Prison staff withdrawn from ex-president's home, official says, but ban on leaving country remains, according to lawyer.

    Pakistan releases Musharraf from house arrest
    Musharraf was granted bail on Monday in a case involving the death of a religious leader in 2007 [Reuters]

    A prison official says Pakistan has freed former President Pervez Musharraf from house arrest after he received bail earlier this week.

    Prison officials were withdrawn on Wednesday night from Musharraf's home on the outskirts of Islamabad, according to the official, Wajad Ali.

    He said on Thursday that Musharraf is free to move around Pakistan.

    Musharraf's lawyer has said he is still barred from leaving the country pending the court cases against him.

    A court granted Musharraf bail on Monday in a case involving his alleged role in the death of a Muslim religious leader killed during a raid on the Red Mosque in Islamabad in 2007.

    That paved the way for his release after the necessary paperwork.

    Musharraf, who has been plagued by legal troubles since he returned to Pakistan in March after years of self-imposed exile, already has been granted bail in three other cases against him.

    The other cases have to do with his alleged role in the murder of former Pakistani Prime Minister Benazir Bhutto, the death of a Baluch separatist leader killed by the army and the detention of Pakistani judges.

    Musharraf, a 70-year-old former commando, seized power in a 1999 coup when he was serving as army chief and ruled the country for nearly a decade.

    He was forced to step down in 2008 in response to increasing pressure from a public unhappy with his rule.
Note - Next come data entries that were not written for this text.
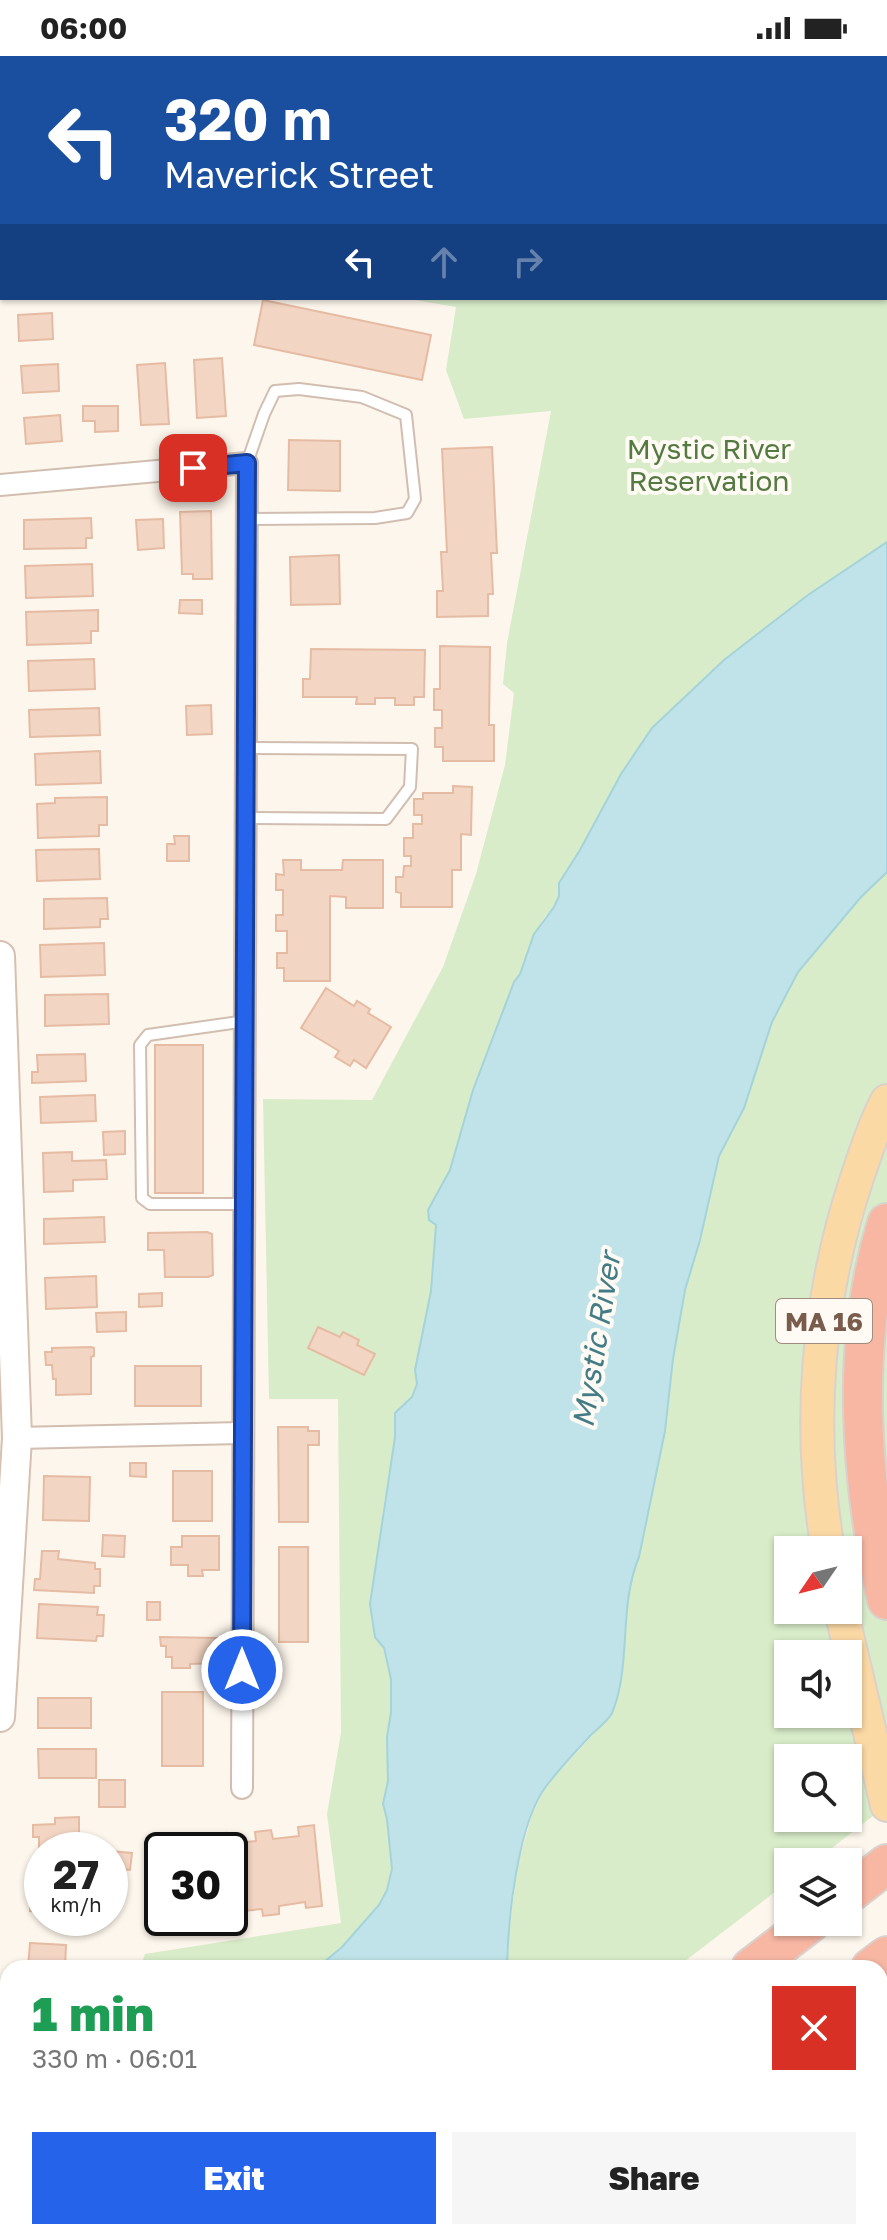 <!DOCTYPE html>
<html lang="en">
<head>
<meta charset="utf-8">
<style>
  body { margin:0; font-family:"Golos Text",sans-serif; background:#f6f6f6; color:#222; height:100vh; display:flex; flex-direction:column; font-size:30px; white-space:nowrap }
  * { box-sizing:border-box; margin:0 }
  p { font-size:26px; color:#767676 }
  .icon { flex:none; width:44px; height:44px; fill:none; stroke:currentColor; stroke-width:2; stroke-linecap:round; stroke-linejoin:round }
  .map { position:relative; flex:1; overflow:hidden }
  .details { position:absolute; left:0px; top:1904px; width:888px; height:280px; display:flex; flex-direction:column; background:#fff; border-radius:24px 24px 0 0; box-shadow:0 2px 6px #0004 }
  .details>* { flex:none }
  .guide { position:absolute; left:0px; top:0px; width:888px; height:244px; box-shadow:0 2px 6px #0004; background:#1a4fa0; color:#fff; overflow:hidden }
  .needle { width:52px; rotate:235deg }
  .buttons { position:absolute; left:774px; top:1480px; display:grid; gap:16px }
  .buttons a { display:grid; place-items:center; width:88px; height:88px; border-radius:0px; background:#fff; box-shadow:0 2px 6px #0004; font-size:40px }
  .speed { position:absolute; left:24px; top:1776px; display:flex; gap:16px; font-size:40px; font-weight:700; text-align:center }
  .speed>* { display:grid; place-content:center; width:104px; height:104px; border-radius:50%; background:#fff; box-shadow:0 2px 6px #0004; line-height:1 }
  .speed small { font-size:20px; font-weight:400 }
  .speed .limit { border:4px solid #111; border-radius:12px; background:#fff; color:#111 }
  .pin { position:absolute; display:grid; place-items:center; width:68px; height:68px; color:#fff; margin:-34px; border-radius:16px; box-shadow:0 4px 12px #0006 }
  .me { position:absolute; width:88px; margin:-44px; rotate:0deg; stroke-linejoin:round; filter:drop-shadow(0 0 6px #0008) }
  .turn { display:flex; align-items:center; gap:28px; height:168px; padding:0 32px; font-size:36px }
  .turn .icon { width:104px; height:104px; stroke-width:2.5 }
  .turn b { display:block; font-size:56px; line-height:68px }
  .lanes { display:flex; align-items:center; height:76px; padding:0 32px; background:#0003; justify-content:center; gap:40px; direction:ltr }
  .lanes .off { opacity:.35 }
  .round { display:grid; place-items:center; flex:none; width:84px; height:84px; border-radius:0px; background:#f6f6f6 }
  .overview { display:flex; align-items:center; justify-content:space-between; height:136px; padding:0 32px }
  h1 { font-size:48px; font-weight:800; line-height:60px; color:#1e9e55 }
  .action { display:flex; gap:16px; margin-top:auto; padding:16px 32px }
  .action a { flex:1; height:92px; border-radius:0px; background:#2563eb; color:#fff; font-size:32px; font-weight:800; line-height:92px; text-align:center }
  .action a+a { background:#f6f6f6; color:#222 }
  .status { display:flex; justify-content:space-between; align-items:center; height:56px; padding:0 40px; background:#fff; direction:ltr }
  .status svg { height:22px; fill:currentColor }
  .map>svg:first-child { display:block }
  .green { fill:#d8ecc9; fill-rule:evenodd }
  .water { fill:#bfe3e8; stroke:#a5d3da; stroke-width:2 }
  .building { fill:#f3d5c3; stroke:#e6bba3; stroke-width:2 }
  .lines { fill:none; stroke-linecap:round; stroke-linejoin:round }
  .service-casing { stroke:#d1beb0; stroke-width:14 }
  .minor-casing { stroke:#d1beb0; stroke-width:24 }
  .secondary-casing { stroke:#d6c0b0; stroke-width:32 }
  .primary-casing { stroke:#dad1cd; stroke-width:36 }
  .motorway-casing { stroke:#dad1cd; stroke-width:42 }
  .service { stroke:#fff; stroke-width:10 }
  .minor { stroke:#fff; stroke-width:20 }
  .secondary { stroke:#fff; stroke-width:28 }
  .primary { stroke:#fbd9a5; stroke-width:32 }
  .motorway { stroke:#f7b7a3; stroke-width:38 }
  .route-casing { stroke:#184099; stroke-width:20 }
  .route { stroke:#2563eb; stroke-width:14 }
  .labels { text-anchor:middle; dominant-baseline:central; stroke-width:8; stroke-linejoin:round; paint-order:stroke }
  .shield { fill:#fffaf3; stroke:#a28b7f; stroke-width:2 }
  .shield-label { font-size:26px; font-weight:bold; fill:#7a5c4d }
  .park-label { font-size:28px; fill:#537a41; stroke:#fffaf3 }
  .water-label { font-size:30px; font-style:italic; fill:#437c86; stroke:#fffaf3 }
</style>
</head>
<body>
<div class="status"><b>06:00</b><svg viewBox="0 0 49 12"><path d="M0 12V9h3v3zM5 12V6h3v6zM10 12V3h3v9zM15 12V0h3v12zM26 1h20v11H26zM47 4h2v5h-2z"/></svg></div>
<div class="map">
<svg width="887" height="2184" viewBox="0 0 887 2184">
  <rect width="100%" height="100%" fill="#fdf6ec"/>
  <!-- green -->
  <g class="green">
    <path d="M112,0H887V486L808,539L724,604L652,672L621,718L580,794L559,827V840L554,851L544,862L534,878L520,918L514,926L473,1034L450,1114L442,1132L433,1143L429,1164L436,1169L431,1235L415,1314L417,1328L412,1341L395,1357V1381L383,1454L378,1510L381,1585L391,1623V1656L387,1681L388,1725L383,1748L388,1763L392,1813L387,1834L379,1849L342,1891L317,1912H140L145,1898L341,1867L327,1758L341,1677L338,1343H269L263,1043L372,1044L443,911L476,818L505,709L514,637L503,628L507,587L551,355L464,363L446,314L456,251L404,242H886V2H110Z"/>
    <path d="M887,816V1749L814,1806H788V1826L676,1912H507L508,1884L518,1807L532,1759L545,1731L611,1659L625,1584V1561L631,1520L639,1501L665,1375L673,1303L685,1234L700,1184L719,1100L744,1052L772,966L798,916L861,841ZM788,1494H848V1554H788ZM788,1598H848V1658H788ZM788,1702H848V1762H788Z"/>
    <path d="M887,1955V2184H685L677,2176H880V1960Z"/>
  </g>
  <!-- water -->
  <g class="water">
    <path d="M887,486V816L861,841L798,916L772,966L744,1052L719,1100L700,1184L685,1234L673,1303L665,1375L639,1501C618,1551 632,1609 612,1657C608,1665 598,1672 591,1679C576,1695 560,1712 547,1729C517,1768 508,1863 507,1912H317L342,1891L379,1849L387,1834L392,1813L387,1763L383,1748L388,1725L387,1681L391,1656V1623L384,1592L375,1581L370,1548L395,1381V1357L412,1341L417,1328L415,1314L431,1235L436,1169L429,1164L428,1154L450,1114L473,1034L514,926L520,918L534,878L554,851L559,840V827L580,794L621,718L652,672L724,604L808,539Z"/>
    <path d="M532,2176H677L685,2184H538Z"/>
  </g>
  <!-- building -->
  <g class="building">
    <path d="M394,0H693L392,2Z"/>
    <path d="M263,244L431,279L422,324L254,289Z"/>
    <path d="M52,257L53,283L19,285L18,259Z"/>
    <path d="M222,302L226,360L197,362L194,304Z"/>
    <path d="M165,307L169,368L141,369L137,309Z"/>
    <path d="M58,308L59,335L23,337L21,310Z"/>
    <path d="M83,350H118V375L95,376V365H83Z"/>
    <path d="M60,359L62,385L26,388L24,362Z"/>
    <path d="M289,384L340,385V435L288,434Z"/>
    <path d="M492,391L497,497H491L493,538H488V560L437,561V535H443L441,496H447L442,393Z"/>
    <path d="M211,455L212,523H193V518H182L180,456Z"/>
    <path d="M91,462L92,482H86V492L24,493V464Z"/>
    <path d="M163,463L164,492L138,494L136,464Z"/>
    <path d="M339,499L340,548L291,549L290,501Z"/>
    <path d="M92,508L93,540L26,542L25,510Z"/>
    <path d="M180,544H202V558L179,557Z"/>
    <path d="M98,554V575H91V587L27,589L26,556Z"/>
    <path d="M440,590L490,591L489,669H494V705H443V691H435V672H442V654H434V633H440Z"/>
    <path d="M311,593L425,594L424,641H414V649H395V642H375V648H356L357,641H303V623H310Z"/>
    <path d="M94,603L95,633L29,635L28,605Z"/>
    <path d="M211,649L212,678L187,679L186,650Z"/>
    <path d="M99,652L100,679L30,681L29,654Z"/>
    <path d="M100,695L101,727L36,729L35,698Z"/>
    <path d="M453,730L472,731L471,779L461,778V814H452V851H401V837L396,836V821H403L404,810H411V800H404V782H413V768H422V759H414V743H423V737H453Z"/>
    <path d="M107,741V769H99V780L38,782L37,748L55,747V742Z"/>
    <path d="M174,780H189V805H167V788H175Z"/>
    <path d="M99,793L100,823L37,825L36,794Z"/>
    <path d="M283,804H301V814H342L343,804H383V852H346V841L330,840V925H284V912H277V897H287V875H276V859H283V834H276V818L284,819Z"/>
    <path d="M107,842L108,863H100V871L44,873V843Z"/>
    <path d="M104,887L105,919L41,921L40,889Z"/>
    <path d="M326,932L354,950L357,945L370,953L368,957L391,971L366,1012L354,1004L350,1010L335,1001L339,995L301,972Z"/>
    <path d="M108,938L109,968L45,970V939Z"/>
    <rect x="155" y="989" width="48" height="148"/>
    <path d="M85,998L86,1025L32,1027V1016H38L37,999Z"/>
    <path d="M95,1039L96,1065L41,1067L40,1041Z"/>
    <path d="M125,1075V1098L104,1099L103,1076Z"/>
    <path d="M72,1096V1105L106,1104L107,1123L73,1124V1135L44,1136L43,1097Z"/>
    <path d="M104,1161L105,1186L44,1188V1163Z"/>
    <path d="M207,1176L212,1178L213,1219L208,1221H165L164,1194H148V1177Z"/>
    <path d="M96,1220L97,1251L46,1253L45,1222Z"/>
    <path d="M162,1237V1250L139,1251V1238Z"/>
    <path d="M126,1256V1275L97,1276L96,1257Z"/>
    <path d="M318,1271L340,1281L343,1276L359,1284L357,1289L375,1298L364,1319L308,1292Z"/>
    <path d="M91,1291L94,1292V1300L91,1301V1338L56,1339V1323H53L52,1309H46L45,1296H52V1292Z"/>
    <rect x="135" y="1310" width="66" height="40"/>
    <path d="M278,1371H308V1375H319V1389H308V1466H279Z"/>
    <path d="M130,1407H146V1421L130,1420Z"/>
    <rect x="173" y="1415" width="39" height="50"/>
    <path d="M44,1420L90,1421L89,1465L43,1464Z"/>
    <path d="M103,1479L125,1480L124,1501L102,1500Z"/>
    <path d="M182,1480H219V1514H202L203,1520H188V1509H171V1491H182Z"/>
    <rect x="279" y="1491" width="29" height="95"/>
    <path d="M42,1495H59L58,1503L95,1507V1513H100V1530H94V1537L34,1534L35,1523H40Z"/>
    <rect x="147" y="1546" width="13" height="18"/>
    <path d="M39,1548L98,1551L97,1559H104L103,1580H97L96,1585L37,1582Z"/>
    <path d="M160,1581L219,1582V1607L190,1608V1612H172V1601H166V1590H161Z"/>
    <rect x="162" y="1636" width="41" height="74"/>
    <rect x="38" y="1642" width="53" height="30"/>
    <path d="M38,1693H96V1722H39Z"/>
    <rect x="99" y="1724" width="26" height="27"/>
    <path d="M79,1761V1794H42V1805H39V1781H33V1769L55,1768V1762Z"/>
    <path d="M314,1769L322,1850L306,1852L305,1846L279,1850V1858L263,1860L262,1853L234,1856L235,1863L219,1866V1862H230V1794H199L202,1790L212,1788L211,1779L226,1777L227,1788L256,1785L255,1776L271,1774L273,1783L299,1780L298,1771Z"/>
    <path d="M110,1795L132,1797L130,1814L110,1812Z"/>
    <path d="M31,1827H42V1856L30,1855Z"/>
    <path d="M30,1887L66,1889L65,1912H28Z"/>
  </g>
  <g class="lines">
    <!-- service casing -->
    <g class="service-casing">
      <g id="service">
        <path d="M301,0L302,2"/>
        <path d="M247,463L375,462L407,457L415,443L406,359L362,341L299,333L275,335L264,358L247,407"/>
        <path d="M247,692L412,693L410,731L386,763L247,762"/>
        <path d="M244,1148H150L142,1142L140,989L148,979L246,965"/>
      </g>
    </g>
    <!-- minor casing -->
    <g class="minor-casing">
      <g id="minor">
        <path d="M208,2L209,0"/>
        <path d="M0,96H2"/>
        <path d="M0,429L247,407L242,1732"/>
        <path d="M17,1382L241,1377"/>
      </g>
    </g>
    <!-- secondary casing -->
    <g class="secondary-casing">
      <path id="secondary" d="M0,900L17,1382L0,1661"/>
    </g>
    <!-- primary casing -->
    <g class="primary-casing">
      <g id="primary">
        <path d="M828,1494C807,1370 817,1244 856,1125C865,1098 874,1070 887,1045"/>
        <path d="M841,1554L887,1749"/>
      </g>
    </g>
    <!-- motorway casing -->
    <g class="motorway-casing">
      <g id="motorway">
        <path d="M887,1167C850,1286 860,1424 887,1544"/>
        <path d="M848,1838L887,1808"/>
        <path d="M751,1912L811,1866"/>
        <path d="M871,1912L887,1900"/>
        <path d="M393,2184L403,2176"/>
        <path d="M513,2184L523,2176"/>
      </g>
    </g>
    <!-- service -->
    <use href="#service" class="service"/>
    <!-- minor -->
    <use href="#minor" class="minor"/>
    <!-- secondary -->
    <use href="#secondary" class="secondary"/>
    <!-- primary -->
    <use href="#primary" class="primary"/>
    <!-- motorway -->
    <use href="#motorway" class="motorway"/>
  </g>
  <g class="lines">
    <!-- route casing -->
    <g class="route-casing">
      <path id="route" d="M193,412L247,407L242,1614"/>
    </g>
    <!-- route -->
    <use href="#route" class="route"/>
  </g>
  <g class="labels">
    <!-- shield labels -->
    <rect class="shield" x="776" y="1243" width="96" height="44" rx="6"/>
    <g class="shield-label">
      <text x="824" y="1265">MA 16</text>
    </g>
    <!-- park labels -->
    <g class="park-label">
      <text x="709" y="392">Mystic River<tspan x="709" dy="32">Reservation</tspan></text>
    </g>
    <!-- water labels -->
    <g class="water-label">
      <text transform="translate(596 1284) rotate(-81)">Mystic River</text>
    </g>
  </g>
</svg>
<div class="buttons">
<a><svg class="needle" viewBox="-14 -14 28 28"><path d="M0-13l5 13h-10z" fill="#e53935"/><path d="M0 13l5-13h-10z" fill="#767676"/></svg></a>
<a><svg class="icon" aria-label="sound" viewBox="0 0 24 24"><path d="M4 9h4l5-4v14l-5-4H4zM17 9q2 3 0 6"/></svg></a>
<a><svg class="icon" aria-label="search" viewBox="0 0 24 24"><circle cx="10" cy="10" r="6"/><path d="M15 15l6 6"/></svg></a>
<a><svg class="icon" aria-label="layers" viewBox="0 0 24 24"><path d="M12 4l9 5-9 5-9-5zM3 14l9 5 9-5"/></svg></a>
</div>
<div class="speed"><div>27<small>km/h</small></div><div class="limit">30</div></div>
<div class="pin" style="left:193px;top:412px;background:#d93025"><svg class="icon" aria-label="arrive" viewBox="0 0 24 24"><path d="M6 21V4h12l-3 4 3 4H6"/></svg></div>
<svg class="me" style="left:242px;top:1614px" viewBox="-20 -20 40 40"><circle r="17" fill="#2563eb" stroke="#fff" stroke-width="3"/><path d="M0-11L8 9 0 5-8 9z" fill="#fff"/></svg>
<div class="guide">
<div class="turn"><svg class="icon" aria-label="left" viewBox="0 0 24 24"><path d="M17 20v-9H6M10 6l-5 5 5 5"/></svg><div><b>320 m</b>Maverick Street</div></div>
<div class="lanes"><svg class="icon" aria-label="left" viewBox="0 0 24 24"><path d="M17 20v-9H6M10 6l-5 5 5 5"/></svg><svg class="icon off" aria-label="ahead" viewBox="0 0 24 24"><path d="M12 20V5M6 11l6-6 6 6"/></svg><svg class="icon off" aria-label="right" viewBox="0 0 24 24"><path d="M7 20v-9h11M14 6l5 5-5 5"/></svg></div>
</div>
<section class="details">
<div class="overview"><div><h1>1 min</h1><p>330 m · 06:01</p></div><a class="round" style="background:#d93025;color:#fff"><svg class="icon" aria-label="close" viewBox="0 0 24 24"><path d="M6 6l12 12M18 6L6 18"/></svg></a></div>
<div class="action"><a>Exit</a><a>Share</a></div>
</section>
</div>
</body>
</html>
Musharraf left the country shortly thereafter.

    He returned from exile in March, intending to run in upcoming national elections.

    But he was immediately ordered detained over the pending cases. He also was barred by a court from running for office for the rest of his life.

    His political party fared poorly in the May elections.

    The images of Musharraf facing justice like any other Pakistani citizen have been stunning in a country where the military has taken power in three coups and wielded enormous power even under civilian governments.

    Pakistan's army chief advised Musharraf not to return, but he ignored the advice.

    For security reasons, he was held at his lavish estate in the suburbs of Islamabad instead of a jail. Pakistani security forces have been protecting the estate following threats by the Taliban.